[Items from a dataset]
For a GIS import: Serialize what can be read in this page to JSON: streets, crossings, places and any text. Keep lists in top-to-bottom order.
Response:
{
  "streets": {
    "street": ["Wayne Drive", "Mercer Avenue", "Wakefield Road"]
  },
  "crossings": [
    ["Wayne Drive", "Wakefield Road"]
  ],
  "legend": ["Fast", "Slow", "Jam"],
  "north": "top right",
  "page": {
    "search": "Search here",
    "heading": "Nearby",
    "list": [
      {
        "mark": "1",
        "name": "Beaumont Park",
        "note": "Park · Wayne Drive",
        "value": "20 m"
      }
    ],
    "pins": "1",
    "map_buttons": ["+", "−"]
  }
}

#### About this task:
Could you copy out the data in full, exactly as it is written?

#### Your response:
For a GIS import: Serialize what can be read in this page to JSON: streets, crossings, places and any text. Keep lists in top-to-bottom order.
Response:
{
  "streets": {
    "street": ["Wayne Drive", "Mercer Avenue", "Wakefield Road"]
  },
  "crossings": [
    ["Wayne Drive", "Wakefield Road"]
  ],
  "legend": ["Fast", "Slow", "Jam"],
  "north": "top right",
  "page": {
    "search": "Search here",
    "heading": "Nearby",
    "list": [
      {
        "mark": "1",
        "name": "Beaumont Park",
        "note": "Park · Wayne Drive",
        "value": "20 m"
      }
    ],
    "pins": "1",
    "map_buttons": ["+", "−"]
  }
}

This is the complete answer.